Nothing like a good stereotype to get the creative juices flowing. First of all apologies for the lateness of the report. The stage finished late here in France and I could not be rude and desert my hosts, and my wine, to write a report. Not sure who watched the final stage but it was a perfect end to a fantastic tour as the late evening light washed over the monuments of Paris. The cobbles of the Champs-Élysées looked to be paved in gold, which they were, metaphorically , for Egan Bernal, as he secured his, and Colombia’s first ever Maillot Jeune.
The stage followed the usual script of champagne, media stuff, arrive in Paris, small break goes, sprinters bring it back on the last lap, classic Champs-Élysées sprint. Ewan was the form sprinter coming into the final stage, so it all depended on how he got through the mountains. Maybe the shortening of the previous 2 mountain stages saved his legs. Plus I read that Lotto sent 6 guys back to him when he was struggling in the Pyrenees, on a day when he could have been out of the Tour. I wonder how much that changed his mindset as he won every sprint from that point, including the sprinters world championship in Paris. I had my money on Viviani, but I suspect the work DQS did for Alaphilippe took it’s toll on the team. Dylan Groenewegen already know how to win here, and it was a dramatic arial view with both him and Ewan sweeping past the 3 front guys, one on the left and one on the right, to dive for the line. Once again Ewan got the better of the Cloggie. Matthews was unlucky getting a mechanical with 10km to go. He got back on, but that effort took the sting out of his sprint.
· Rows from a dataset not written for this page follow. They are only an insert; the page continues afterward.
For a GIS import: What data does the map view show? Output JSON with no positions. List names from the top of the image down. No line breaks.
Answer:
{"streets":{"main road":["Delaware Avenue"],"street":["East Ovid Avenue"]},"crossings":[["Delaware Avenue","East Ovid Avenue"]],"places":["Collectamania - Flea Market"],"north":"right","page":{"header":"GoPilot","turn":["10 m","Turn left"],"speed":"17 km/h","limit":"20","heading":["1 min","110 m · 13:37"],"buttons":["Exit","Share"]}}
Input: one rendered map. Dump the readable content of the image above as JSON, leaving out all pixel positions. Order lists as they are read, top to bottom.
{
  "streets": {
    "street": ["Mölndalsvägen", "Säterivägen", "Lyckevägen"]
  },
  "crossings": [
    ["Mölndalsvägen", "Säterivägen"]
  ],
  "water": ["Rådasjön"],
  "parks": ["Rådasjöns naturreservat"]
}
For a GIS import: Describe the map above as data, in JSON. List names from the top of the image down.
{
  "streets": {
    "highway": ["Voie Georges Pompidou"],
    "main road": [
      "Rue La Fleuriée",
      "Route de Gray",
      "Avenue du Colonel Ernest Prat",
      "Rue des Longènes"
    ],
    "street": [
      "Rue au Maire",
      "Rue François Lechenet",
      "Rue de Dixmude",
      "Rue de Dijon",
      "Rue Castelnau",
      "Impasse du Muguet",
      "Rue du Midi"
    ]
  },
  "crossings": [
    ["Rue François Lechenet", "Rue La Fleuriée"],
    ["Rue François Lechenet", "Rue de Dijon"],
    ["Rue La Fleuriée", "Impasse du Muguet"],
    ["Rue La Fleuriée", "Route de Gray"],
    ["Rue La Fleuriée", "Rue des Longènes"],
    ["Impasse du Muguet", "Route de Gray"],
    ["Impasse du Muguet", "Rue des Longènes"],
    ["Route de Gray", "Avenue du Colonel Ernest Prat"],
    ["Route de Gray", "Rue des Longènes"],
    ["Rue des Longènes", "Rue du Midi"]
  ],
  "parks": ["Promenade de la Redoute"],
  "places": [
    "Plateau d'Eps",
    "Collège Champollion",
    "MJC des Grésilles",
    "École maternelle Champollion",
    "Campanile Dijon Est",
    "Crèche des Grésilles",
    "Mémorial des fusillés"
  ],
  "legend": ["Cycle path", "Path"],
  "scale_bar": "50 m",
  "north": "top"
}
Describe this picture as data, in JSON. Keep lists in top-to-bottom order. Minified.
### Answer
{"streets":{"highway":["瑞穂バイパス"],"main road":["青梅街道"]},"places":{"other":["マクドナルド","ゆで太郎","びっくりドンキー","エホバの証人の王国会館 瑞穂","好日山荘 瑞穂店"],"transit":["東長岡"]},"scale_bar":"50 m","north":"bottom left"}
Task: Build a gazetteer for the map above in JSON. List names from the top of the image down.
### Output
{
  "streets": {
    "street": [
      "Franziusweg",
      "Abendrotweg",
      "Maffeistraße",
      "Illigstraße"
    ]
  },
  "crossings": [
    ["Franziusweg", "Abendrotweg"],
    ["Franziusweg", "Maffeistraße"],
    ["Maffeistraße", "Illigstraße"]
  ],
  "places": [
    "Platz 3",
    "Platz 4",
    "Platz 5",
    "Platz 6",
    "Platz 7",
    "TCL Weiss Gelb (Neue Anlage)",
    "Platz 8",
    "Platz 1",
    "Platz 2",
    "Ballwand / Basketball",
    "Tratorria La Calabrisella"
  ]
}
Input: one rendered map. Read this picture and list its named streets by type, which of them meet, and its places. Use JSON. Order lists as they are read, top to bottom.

Some observations on my part.
Alaphilippe was the one of the French heros in this edition. 2 stage wins, and 14 days in Yellow. He battled every day in the Alps, but in the end was found wanting, but he secured the most combative prize to get his spot on the podium.
The Tour was over when Thibaut Pinot climbed off his bike. To me he looked to be the only one to offer a challenge to the Ineos duo. A super stage win, and the respect of cycling fans around the world were his rewards.
Thomas was all class in handing the mantel to his young teammate. Bernal acknowledged him on the podium saying “Thanks to G for the opportunity”. I wonder if G just felt he didn’t quite have the form and was vulnerable to being attacked by the riders a few seconds behind him. Sending Bernal up the road on the way to Tignes, ensured that Ineos would win, and ensured him of a podium place in the end.
Bernal is looking to be the dominant rider of the next few years, and he is only 22. Had the stage to Tignes not been cancelled he would probably have won alone at the top of the climb, and possibly had enough points to win the mountains classification as well. It is going to be interesting if Froome comes back, to see what Ineos do, with 3 bona fides team leaders, all Tour de France winners.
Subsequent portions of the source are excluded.